- **TASK DESCRIPTION**: Go through the listing below and show each line that has the word "align".

- **ENTRIES SHOWN**:
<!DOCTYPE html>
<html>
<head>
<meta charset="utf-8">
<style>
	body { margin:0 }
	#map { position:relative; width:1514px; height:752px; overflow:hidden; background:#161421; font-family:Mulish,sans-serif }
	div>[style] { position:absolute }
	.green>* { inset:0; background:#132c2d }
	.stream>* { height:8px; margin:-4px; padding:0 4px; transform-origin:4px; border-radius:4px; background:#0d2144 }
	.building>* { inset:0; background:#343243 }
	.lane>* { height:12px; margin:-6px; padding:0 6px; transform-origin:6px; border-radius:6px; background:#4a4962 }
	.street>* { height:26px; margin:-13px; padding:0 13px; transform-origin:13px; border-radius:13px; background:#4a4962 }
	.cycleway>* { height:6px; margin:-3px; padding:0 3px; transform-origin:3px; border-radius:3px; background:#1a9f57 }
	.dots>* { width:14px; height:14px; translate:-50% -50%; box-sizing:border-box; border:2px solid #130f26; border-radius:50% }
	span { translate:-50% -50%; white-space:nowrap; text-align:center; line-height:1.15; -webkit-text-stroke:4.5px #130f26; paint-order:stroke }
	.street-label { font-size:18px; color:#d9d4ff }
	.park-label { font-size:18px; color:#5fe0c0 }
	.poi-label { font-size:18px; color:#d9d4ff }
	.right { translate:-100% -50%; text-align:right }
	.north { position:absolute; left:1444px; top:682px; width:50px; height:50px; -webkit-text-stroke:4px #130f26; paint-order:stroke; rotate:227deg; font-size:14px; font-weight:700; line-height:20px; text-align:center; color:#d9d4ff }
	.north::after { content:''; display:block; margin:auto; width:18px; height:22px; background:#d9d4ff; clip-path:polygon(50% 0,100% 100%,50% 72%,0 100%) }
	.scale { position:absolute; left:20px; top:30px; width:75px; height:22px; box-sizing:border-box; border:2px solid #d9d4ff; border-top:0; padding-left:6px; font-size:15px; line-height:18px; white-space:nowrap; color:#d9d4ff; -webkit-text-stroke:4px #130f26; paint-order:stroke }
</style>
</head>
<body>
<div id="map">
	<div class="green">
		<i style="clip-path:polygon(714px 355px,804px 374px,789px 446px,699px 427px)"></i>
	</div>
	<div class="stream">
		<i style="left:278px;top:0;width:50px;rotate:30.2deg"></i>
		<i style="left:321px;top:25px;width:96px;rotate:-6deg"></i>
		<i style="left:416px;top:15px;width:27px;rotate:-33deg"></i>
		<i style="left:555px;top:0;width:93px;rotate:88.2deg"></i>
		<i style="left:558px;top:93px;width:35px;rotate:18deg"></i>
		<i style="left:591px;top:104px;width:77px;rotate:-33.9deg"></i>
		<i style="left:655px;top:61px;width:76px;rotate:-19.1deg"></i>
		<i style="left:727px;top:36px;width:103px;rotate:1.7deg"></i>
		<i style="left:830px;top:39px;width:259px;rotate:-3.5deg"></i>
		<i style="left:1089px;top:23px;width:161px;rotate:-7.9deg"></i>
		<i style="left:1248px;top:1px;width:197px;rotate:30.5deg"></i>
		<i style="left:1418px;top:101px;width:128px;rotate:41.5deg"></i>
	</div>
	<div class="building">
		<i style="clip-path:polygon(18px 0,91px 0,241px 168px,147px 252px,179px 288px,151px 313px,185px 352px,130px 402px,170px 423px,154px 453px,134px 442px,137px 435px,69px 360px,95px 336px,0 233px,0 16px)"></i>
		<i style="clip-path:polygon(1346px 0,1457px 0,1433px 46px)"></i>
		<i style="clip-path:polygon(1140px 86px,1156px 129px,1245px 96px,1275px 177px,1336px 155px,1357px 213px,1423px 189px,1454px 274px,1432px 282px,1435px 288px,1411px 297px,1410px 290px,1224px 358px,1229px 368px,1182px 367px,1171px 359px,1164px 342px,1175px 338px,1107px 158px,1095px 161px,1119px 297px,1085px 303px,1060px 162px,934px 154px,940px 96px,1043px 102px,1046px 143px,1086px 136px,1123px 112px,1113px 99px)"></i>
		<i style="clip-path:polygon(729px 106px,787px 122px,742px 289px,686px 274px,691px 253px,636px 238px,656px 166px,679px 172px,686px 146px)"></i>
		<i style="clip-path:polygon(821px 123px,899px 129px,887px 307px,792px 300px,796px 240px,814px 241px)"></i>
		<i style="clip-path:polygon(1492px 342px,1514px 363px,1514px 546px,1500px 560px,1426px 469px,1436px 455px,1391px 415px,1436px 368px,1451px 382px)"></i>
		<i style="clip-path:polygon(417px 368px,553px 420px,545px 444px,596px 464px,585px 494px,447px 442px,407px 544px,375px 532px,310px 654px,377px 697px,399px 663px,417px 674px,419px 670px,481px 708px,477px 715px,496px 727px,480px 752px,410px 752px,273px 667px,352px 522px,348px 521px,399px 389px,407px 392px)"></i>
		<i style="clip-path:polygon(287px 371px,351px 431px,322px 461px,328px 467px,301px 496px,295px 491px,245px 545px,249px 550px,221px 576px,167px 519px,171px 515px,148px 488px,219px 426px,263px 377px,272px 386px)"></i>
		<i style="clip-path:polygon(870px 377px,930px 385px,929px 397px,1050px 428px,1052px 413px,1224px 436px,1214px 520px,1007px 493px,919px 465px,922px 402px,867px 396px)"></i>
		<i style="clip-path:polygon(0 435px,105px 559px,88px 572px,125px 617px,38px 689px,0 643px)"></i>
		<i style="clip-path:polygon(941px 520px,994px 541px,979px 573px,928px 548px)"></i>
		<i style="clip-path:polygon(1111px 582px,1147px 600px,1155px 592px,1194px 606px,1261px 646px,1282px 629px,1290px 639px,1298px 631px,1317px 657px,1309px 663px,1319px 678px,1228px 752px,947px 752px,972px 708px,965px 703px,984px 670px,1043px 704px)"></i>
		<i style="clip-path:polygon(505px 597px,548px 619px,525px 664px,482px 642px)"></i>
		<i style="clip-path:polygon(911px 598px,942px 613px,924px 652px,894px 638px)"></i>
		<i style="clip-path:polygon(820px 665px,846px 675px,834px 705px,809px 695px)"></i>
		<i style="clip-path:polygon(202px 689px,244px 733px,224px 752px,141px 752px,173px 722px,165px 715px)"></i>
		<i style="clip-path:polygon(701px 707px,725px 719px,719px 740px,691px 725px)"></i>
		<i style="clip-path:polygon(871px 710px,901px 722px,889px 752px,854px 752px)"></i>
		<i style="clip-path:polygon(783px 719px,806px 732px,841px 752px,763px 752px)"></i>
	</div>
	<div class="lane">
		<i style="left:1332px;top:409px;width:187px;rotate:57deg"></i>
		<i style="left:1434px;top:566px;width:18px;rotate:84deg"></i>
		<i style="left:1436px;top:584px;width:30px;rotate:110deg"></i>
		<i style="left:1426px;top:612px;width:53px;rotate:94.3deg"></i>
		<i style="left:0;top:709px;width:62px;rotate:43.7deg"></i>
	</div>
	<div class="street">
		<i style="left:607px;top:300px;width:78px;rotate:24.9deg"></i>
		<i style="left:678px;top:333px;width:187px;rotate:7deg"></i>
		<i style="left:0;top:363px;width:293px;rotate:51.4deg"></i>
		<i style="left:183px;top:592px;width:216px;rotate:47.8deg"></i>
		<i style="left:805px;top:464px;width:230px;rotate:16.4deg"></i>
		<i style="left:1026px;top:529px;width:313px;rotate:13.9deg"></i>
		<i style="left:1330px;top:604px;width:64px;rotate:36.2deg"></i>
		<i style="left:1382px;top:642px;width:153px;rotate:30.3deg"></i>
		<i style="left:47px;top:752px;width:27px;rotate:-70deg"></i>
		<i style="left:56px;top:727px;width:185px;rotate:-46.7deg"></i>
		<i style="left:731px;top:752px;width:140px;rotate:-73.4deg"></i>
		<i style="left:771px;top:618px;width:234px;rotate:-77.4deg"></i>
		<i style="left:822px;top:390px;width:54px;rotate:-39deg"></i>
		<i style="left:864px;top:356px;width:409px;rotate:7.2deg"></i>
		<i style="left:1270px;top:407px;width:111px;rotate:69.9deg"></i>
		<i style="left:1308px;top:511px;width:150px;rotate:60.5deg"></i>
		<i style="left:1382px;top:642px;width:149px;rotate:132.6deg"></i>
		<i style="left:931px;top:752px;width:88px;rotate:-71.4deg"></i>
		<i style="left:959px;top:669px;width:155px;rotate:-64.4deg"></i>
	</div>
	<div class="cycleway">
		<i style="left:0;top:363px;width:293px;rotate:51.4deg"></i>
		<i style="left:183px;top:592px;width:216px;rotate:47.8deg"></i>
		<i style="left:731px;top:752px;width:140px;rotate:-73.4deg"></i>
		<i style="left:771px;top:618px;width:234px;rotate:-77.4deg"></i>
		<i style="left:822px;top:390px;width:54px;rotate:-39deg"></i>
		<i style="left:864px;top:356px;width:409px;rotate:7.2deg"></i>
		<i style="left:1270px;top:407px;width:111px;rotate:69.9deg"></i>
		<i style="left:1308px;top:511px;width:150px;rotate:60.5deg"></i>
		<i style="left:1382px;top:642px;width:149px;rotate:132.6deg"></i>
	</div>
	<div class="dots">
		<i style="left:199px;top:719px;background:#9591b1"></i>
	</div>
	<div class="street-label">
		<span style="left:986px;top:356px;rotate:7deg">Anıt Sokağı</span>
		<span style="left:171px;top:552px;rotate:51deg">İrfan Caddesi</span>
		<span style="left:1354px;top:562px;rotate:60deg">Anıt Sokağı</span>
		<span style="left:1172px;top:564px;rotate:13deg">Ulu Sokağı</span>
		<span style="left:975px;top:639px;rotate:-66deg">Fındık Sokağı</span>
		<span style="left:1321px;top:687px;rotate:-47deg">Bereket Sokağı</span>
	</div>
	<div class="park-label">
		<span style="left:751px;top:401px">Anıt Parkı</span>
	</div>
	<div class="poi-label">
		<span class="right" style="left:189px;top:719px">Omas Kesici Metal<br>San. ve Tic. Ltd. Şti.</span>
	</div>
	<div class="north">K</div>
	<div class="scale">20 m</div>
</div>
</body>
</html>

- **EXERCISE ANSWER**:
	span { translate:-50% -50%; white-space:nowrap; text-align:center; line-height:1.15; -webkit-text-stroke:4.5px #130f26; paint-order:stroke }
	.right { translate:-100% -50%; text-align:right }
	.north { position:absolute; left:1444px; top:682px; width:50px; height:50px; -webkit-text-stroke:4px #130f26; paint-order:stroke; rotate:227deg; font-size:14px; font-weight:700; line-height:20px; text-align:center; color:#d9d4ff }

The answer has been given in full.